• Work to be completed:
Repeat exactly the lines of the listing below, please, starting with the first and ending with the line containing "40px,124px 41px,123px 83px,106px"; leave out the rest.

━━━━━ Data records

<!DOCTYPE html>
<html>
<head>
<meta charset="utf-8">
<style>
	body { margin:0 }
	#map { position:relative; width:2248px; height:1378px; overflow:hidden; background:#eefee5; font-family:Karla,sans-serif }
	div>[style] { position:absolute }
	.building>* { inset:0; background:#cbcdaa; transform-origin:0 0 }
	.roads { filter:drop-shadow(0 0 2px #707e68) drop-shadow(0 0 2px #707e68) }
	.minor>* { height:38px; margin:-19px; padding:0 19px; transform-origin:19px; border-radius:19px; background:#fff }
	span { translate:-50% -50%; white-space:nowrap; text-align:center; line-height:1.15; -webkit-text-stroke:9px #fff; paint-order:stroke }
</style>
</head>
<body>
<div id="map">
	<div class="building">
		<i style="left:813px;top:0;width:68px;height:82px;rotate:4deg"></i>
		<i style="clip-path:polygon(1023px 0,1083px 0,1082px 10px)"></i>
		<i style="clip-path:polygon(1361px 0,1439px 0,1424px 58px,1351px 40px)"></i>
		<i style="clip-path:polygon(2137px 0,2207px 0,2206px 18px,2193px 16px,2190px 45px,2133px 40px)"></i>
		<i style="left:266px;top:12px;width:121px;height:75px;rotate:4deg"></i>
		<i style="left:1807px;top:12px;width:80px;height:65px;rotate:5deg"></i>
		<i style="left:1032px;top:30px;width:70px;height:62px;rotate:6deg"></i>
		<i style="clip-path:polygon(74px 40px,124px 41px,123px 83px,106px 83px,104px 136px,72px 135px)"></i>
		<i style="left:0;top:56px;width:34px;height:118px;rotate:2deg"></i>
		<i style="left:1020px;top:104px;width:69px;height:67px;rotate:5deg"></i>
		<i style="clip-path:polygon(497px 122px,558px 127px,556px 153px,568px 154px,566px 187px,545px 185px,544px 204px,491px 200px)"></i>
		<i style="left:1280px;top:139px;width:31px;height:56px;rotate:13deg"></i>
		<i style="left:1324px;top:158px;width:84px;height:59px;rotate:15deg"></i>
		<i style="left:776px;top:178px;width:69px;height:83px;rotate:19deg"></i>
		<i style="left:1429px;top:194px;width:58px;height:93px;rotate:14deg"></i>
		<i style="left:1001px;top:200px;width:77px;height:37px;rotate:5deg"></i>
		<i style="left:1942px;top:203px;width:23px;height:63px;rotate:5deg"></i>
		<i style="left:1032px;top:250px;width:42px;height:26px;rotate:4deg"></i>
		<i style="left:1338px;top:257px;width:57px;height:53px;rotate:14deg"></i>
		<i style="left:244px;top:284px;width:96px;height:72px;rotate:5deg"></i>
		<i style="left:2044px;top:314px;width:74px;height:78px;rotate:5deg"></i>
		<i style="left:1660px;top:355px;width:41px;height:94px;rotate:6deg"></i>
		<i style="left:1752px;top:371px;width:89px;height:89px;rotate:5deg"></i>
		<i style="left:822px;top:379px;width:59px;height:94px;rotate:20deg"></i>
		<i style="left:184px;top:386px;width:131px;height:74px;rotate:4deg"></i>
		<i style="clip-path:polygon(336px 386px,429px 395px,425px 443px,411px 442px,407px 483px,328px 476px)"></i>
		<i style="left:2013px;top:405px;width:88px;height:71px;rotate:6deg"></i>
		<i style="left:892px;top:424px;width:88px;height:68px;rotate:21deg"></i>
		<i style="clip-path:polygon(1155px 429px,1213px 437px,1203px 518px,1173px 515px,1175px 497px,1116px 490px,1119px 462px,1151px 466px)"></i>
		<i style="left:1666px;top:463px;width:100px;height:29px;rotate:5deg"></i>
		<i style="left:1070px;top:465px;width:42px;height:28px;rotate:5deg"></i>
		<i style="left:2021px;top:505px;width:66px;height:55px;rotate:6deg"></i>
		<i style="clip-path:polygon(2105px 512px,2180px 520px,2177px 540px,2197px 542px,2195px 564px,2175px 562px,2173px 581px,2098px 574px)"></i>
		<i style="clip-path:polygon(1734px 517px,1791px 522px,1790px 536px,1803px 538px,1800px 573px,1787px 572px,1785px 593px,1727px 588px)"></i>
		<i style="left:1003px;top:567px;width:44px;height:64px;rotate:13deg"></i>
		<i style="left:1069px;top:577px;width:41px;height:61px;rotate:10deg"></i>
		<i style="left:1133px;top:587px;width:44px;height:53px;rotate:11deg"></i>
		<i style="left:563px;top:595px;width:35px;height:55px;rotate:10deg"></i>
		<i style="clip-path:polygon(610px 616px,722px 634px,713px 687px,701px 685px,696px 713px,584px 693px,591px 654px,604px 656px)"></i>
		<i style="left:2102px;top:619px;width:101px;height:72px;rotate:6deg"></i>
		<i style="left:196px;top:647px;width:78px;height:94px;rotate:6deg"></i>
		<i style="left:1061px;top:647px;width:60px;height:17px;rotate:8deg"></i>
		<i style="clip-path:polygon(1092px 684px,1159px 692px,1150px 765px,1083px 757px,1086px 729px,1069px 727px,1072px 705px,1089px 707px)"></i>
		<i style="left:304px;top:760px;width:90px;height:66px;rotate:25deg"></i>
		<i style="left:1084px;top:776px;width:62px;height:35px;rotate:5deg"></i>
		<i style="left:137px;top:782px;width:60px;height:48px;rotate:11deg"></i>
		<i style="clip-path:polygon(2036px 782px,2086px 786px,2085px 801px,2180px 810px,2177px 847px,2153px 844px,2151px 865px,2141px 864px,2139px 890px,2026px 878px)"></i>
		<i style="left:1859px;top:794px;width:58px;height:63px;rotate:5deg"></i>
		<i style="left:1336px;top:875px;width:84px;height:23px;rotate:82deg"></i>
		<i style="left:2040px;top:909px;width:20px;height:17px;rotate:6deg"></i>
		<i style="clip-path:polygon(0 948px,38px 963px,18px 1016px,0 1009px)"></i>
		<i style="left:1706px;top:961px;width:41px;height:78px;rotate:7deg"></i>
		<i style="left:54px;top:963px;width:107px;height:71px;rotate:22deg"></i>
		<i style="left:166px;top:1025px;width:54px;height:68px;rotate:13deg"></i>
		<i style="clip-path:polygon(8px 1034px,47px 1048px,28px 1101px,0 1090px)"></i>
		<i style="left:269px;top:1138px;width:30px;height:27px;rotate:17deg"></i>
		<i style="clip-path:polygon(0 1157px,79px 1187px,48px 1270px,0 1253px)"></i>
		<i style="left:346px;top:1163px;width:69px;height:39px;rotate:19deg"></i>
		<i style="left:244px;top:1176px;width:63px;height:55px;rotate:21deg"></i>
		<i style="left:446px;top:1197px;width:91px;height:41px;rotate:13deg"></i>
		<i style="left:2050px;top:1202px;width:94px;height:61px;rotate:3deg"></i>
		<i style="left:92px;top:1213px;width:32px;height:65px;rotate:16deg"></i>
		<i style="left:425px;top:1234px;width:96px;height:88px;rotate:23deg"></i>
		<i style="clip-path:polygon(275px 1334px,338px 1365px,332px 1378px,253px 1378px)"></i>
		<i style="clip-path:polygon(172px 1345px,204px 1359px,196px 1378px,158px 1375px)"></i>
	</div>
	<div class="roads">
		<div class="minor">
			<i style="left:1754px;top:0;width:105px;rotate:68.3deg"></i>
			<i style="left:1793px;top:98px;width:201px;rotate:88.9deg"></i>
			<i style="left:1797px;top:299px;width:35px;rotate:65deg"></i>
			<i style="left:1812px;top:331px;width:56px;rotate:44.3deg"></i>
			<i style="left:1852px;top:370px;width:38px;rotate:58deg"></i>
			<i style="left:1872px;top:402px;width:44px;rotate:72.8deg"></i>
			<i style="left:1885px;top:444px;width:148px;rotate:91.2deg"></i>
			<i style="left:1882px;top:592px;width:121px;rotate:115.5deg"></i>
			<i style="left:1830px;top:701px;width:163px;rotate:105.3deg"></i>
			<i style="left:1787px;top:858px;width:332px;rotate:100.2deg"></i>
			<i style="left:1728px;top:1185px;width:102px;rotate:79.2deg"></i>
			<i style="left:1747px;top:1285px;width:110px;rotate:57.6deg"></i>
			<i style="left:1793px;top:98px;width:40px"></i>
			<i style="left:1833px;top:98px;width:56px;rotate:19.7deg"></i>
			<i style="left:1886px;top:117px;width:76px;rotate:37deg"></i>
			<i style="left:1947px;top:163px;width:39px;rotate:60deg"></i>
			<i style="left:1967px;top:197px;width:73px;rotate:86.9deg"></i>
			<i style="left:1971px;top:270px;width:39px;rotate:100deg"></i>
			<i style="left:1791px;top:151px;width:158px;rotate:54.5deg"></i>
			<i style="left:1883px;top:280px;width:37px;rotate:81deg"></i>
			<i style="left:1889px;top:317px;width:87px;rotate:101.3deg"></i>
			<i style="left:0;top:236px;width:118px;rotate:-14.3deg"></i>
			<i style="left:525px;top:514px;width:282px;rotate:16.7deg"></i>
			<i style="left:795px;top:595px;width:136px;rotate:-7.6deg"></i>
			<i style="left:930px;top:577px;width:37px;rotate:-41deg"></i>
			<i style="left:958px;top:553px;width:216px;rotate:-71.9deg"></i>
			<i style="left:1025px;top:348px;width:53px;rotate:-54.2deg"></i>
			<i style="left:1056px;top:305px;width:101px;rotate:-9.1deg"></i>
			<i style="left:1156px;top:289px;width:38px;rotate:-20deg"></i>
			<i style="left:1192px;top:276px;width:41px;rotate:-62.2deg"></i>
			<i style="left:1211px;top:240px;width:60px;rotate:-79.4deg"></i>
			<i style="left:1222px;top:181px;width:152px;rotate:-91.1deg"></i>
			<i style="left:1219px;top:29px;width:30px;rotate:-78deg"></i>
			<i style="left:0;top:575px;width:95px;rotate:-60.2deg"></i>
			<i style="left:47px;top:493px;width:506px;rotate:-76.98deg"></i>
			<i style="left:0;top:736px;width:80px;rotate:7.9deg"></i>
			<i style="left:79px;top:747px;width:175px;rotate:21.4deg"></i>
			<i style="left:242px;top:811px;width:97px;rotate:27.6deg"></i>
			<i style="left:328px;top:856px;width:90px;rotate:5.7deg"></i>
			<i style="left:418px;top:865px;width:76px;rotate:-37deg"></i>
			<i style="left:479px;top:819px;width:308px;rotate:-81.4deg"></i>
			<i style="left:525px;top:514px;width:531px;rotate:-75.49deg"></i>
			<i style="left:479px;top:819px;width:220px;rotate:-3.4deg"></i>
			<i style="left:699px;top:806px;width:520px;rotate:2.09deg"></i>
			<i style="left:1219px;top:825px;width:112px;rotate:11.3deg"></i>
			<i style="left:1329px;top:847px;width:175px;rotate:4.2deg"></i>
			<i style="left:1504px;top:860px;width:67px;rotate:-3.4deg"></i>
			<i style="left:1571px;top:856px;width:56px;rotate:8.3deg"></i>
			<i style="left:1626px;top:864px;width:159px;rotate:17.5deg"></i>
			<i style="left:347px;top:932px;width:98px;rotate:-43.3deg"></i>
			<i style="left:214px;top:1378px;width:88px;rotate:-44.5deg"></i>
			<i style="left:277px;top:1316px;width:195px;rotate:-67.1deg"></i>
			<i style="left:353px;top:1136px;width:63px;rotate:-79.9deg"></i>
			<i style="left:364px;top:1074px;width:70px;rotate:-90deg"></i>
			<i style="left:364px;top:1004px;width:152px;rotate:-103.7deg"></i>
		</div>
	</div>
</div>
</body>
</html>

━━━━━━━━━━

• Answer for this exercise:
<!DOCTYPE html>
<html>
<head>
<meta charset="utf-8">
<style>
	body { margin:0 }
	#map { position:relative; width:2248px; height:1378px; overflow:hidden; background:#eefee5; font-family:Karla,sans-serif }
	div>[style] { position:absolute }
	.building>* { inset:0; background:#cbcdaa; transform-origin:0 0 }
	.roads { filter:drop-shadow(0 0 2px #707e68) drop-shadow(0 0 2px #707e68) }
	.minor>* { height:38px; margin:-19px; padding:0 19px; transform-origin:19px; border-radius:19px; background:#fff }
	span { translate:-50% -50%; white-space:nowrap; text-align:center; line-height:1.15; -webkit-text-stroke:9px #fff; paint-order:stroke }
</style>
</head>
<body>
<div id="map">
	<div class="building">
		<i style="left:813px;top:0;width:68px;height:82px;rotate:4deg"></i>
		<i style="clip-path:polygon(1023px 0,1083px 0,1082px 10px)"></i>
		<i style="clip-path:polygon(1361px 0,1439px 0,1424px 58px,1351px 40px)"></i>
		<i style="clip-path:polygon(2137px 0,2207px 0,2206px 18px,2193px 16px,2190px 45px,2133px 40px)"></i>
		<i style="left:266px;top:12px;width:121px;height:75px;rotate:4deg"></i>
		<i style="left:1807px;top:12px;width:80px;height:65px;rotate:5deg"></i>
		<i style="left:1032px;top:30px;width:70px;height:62px;rotate:6deg"></i>
		<i style="clip-path:polygon(74px 40px,124px 41px,123px 83px,106px 83px,104px 136px,72px 135px)"></i>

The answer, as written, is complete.